§ **Instructions for the task**: Word for word, give the records again, dropping any picture they hold.

§ **Saved entries**:
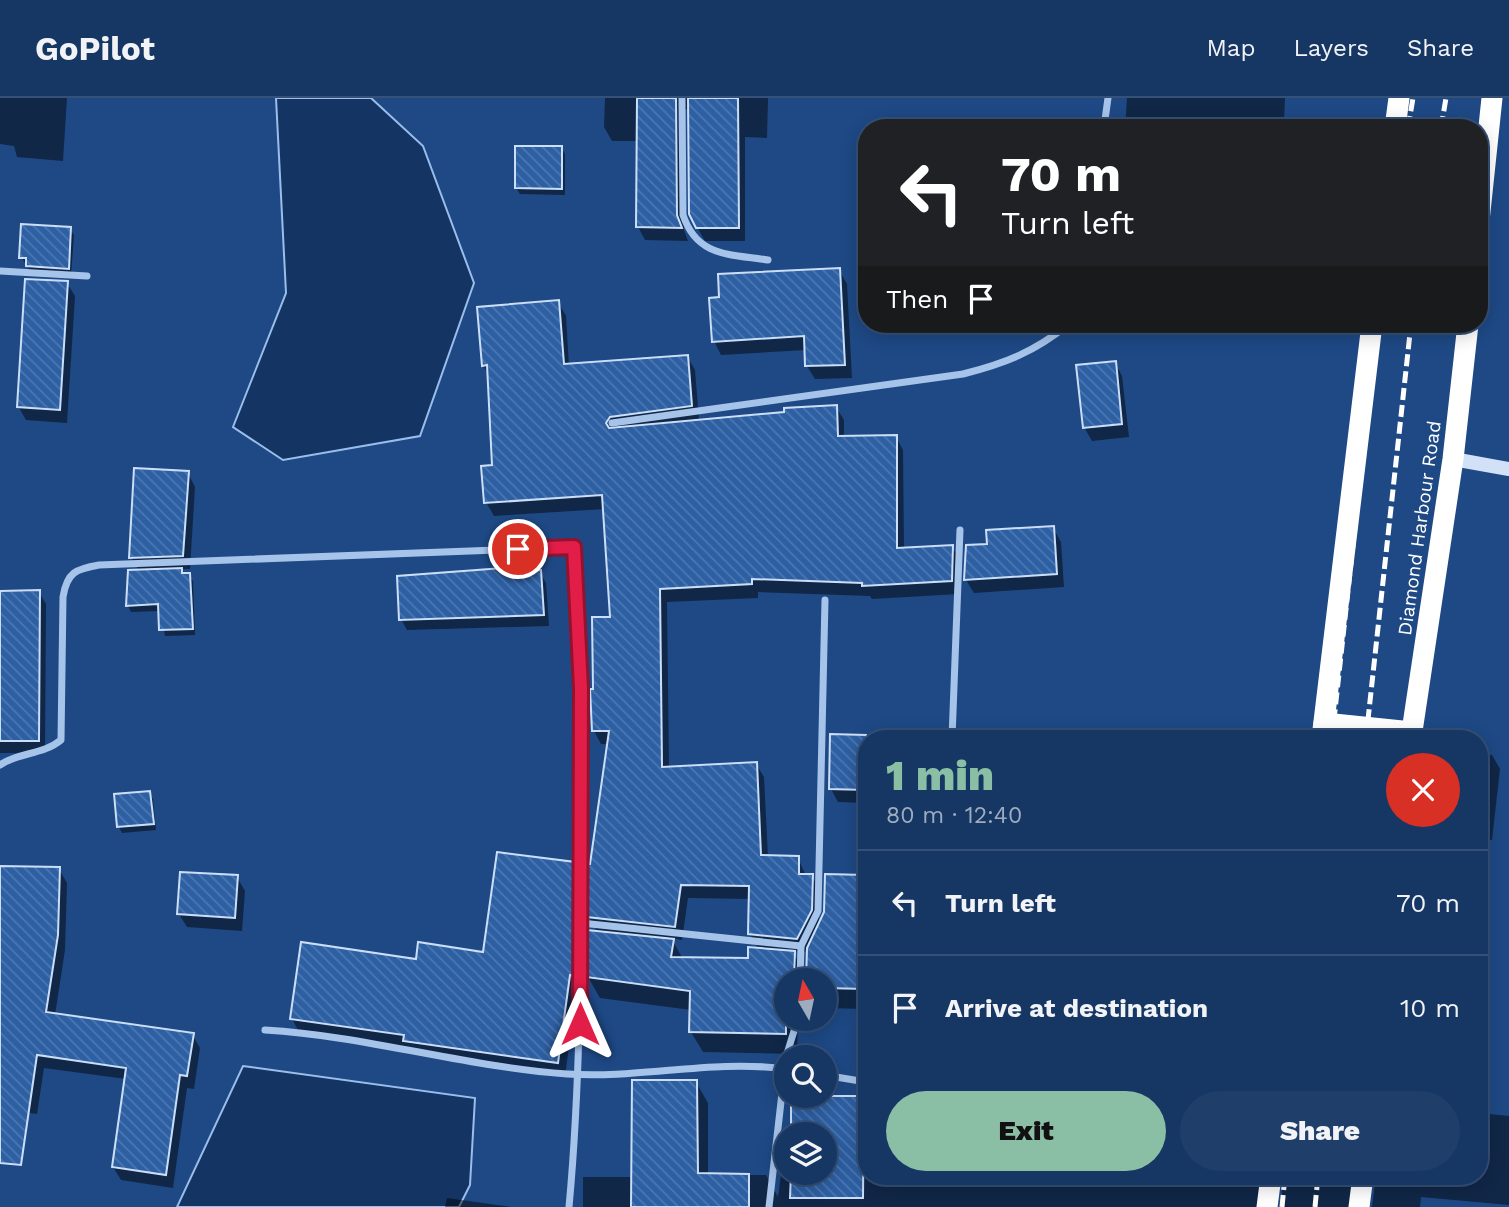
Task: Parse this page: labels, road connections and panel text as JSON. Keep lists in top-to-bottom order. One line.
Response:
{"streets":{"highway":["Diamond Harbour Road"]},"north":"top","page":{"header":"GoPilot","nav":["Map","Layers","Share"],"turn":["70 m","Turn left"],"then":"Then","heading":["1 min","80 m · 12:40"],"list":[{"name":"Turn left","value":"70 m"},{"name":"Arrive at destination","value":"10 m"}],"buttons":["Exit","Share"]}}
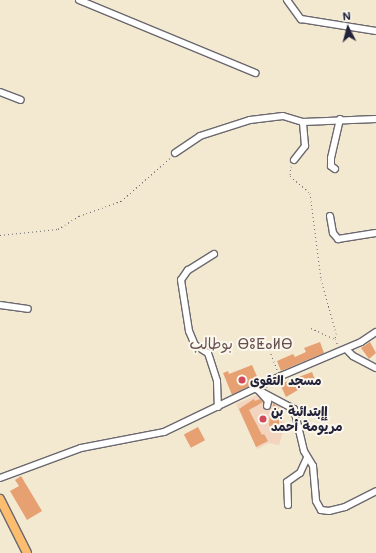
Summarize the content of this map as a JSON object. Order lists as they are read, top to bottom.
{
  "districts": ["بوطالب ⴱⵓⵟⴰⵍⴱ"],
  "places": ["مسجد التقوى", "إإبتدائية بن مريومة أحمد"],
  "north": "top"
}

§ **Response area**:
Task: Parse this page: labels, road connections and panel text as JSON. Keep lists in top-to-bottom order. One line.
Response:
{"streets":{"highway":["Diamond Harbour Road"]},"north":"top","page":{"header":"GoPilot","nav":["Map","Layers","Share"],"turn":["70 m","Turn left"],"then":"Then","heading":["1 min","80 m · 12:40"],"list":[{"name":"Turn left","value":"70 m"},{"name":"Arrive at destination","value":"10 m"}],"buttons":["Exit","Share"]}}
Summarize the content of this map as a JSON object. Order lists as they are read, top to bottom.
{
  "districts": ["بوطالب ⴱⵓⵟⴰⵍⴱ"],
  "places": ["مسجد التقوى", "إإبتدائية بن مريومة أحمد"],
  "north": "top"
}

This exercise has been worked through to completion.